Daniel C. Krawczyk, Amy L. Boggan, M. Michelle McClelland, James C. Bartlett

Research output: Contribution to journalArticlepeer-review

43 Scopus citations


The human visual system responds to expertise, and it has been suggested that regions that process faces also process other objects of expertise including chess boards by experts. We tested whether chess and face processing overlap in brain activity using fMRI. Chess experts and novices exhibited face selective areas, but these regions showed no selectivity to chess configurations relative to other stimuli. We next compared neural responses to chess and to scrambled chess displays to isolate areas relevant to expertise. Areas within the posterior cingulate, orbitofrontal cortex, and right temporal cortex were active in this comparison in experts over novices. We also compared chess and face responses within the posterior cingulate and found this area responsive to chess only in experts. These findings indicate that the configurations in chess are not strongly processed by face-selective regions that are selective for faces in individuals who have expertise in both domains. Further, the area most consistently involved in chess did not show overlap with faces.
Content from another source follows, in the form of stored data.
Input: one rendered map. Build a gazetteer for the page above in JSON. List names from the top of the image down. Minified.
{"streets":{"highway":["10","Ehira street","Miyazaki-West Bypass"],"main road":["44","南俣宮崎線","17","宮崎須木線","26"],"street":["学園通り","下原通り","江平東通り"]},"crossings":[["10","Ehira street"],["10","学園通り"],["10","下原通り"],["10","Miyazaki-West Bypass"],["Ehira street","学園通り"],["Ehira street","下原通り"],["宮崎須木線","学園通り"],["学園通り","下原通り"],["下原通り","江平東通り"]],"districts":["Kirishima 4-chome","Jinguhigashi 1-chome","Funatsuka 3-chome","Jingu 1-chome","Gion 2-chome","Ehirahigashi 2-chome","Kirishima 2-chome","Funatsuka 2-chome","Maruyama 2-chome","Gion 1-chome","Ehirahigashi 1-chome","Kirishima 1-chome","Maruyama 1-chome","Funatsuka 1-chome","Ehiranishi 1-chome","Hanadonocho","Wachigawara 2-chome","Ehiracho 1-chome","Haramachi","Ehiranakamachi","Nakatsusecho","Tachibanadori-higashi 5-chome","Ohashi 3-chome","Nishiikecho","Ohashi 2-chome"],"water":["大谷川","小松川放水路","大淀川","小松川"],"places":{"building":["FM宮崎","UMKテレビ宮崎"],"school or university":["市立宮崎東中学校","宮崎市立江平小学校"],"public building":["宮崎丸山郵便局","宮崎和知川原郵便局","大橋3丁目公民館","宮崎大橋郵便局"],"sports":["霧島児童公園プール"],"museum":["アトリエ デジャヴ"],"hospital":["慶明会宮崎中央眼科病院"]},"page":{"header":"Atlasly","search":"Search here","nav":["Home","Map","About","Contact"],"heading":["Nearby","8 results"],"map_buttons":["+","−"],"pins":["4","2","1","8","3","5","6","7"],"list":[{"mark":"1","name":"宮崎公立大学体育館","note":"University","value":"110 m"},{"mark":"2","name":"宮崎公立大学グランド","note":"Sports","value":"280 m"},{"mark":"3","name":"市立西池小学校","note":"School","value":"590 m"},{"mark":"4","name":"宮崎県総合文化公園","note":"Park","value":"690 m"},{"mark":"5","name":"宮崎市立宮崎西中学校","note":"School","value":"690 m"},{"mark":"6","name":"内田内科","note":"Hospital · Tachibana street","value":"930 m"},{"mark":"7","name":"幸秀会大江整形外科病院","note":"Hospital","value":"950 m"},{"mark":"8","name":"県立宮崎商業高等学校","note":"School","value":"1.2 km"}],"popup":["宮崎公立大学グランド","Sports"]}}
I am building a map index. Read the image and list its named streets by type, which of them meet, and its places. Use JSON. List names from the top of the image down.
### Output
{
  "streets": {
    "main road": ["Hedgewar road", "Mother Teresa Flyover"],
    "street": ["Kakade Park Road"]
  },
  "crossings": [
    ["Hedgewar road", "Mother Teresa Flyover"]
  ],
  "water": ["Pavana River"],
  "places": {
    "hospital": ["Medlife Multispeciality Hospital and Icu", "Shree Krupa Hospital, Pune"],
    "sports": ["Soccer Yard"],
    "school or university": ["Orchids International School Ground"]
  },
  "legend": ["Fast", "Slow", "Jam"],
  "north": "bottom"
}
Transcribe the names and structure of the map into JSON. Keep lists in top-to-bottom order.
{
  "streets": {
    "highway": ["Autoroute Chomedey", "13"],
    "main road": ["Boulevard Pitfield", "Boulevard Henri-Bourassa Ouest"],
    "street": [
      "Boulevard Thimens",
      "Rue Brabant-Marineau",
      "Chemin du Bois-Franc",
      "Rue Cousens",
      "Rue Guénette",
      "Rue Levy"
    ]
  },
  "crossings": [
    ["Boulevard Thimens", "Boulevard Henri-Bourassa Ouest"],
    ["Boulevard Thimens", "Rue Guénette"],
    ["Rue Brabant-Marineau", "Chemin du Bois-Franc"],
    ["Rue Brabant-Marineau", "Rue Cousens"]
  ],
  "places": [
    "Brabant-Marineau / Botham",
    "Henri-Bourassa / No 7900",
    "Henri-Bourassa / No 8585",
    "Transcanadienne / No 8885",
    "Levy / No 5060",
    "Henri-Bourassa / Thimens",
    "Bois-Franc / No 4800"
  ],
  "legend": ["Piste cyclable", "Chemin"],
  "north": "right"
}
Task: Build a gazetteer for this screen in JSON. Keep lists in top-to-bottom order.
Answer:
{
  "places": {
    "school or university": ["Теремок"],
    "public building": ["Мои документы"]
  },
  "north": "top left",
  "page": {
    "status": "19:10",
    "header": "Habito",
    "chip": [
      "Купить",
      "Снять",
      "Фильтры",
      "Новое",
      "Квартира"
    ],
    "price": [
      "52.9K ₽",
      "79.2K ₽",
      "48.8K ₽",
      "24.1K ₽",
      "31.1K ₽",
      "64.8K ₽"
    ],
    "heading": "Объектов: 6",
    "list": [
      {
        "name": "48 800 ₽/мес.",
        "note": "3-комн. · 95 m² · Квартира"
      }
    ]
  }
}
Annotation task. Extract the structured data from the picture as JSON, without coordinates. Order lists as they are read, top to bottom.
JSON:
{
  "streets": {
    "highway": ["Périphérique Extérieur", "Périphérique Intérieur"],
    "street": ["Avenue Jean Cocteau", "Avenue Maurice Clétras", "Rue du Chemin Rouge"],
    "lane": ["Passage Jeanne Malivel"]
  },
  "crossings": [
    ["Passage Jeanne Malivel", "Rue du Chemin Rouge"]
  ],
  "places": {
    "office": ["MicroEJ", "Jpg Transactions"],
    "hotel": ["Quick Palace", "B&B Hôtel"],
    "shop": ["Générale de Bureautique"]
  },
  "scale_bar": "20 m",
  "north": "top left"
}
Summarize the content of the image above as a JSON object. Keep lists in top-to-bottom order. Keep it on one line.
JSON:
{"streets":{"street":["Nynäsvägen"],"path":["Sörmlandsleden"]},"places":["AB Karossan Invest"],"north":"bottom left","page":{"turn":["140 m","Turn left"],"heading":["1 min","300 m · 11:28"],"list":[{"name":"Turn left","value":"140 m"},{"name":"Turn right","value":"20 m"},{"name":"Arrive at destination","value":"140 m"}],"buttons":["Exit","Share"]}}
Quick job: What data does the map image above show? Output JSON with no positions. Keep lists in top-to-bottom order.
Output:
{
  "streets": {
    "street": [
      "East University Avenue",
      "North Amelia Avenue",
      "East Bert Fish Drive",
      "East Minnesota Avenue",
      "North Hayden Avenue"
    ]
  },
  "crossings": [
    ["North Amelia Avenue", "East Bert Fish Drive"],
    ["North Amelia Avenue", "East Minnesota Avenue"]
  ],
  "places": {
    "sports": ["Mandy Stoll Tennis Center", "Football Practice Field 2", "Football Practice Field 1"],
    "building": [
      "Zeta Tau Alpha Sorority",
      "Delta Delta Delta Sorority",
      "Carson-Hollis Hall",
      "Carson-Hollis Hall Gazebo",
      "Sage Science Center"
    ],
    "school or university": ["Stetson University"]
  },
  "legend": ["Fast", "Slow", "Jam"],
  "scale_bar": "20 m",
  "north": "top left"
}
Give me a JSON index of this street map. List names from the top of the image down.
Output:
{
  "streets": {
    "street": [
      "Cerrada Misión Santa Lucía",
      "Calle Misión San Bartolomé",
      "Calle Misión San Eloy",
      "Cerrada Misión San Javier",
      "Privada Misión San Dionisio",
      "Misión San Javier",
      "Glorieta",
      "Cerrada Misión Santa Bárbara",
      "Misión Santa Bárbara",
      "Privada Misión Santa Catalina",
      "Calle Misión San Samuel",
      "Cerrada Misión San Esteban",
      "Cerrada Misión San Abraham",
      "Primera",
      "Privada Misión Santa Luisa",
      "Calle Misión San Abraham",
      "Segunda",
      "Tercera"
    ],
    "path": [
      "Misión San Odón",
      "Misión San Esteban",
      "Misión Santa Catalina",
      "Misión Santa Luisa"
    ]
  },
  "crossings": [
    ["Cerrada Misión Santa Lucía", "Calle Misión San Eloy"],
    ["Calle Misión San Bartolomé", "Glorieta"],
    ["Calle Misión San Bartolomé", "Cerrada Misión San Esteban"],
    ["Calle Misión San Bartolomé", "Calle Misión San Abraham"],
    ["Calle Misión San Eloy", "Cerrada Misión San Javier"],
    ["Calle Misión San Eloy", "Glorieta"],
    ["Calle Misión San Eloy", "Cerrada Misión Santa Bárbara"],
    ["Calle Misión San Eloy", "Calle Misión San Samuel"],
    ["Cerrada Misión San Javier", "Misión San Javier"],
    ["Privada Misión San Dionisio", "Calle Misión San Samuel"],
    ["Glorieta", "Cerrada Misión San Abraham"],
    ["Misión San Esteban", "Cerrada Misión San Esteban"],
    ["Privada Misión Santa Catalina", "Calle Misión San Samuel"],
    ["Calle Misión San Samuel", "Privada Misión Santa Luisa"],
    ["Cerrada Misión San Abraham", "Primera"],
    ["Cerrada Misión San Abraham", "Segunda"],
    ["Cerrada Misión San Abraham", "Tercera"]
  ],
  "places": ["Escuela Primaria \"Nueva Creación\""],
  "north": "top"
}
Overall, these results suggest that expert visual processing may be similar at the level of recognition, but need not show the same neural correlates.

Original languageEnglish (US)
Pages (from-to)64-69
Number of pages6
JournalNeuroscience letters
Issue number2
StatePublished - Jul 20 2011


  • Chess
  • Expertise
  • FMRI
  • Face processing
  • Perception

ASJC Scopus subject areas

  • Neuroscience(all)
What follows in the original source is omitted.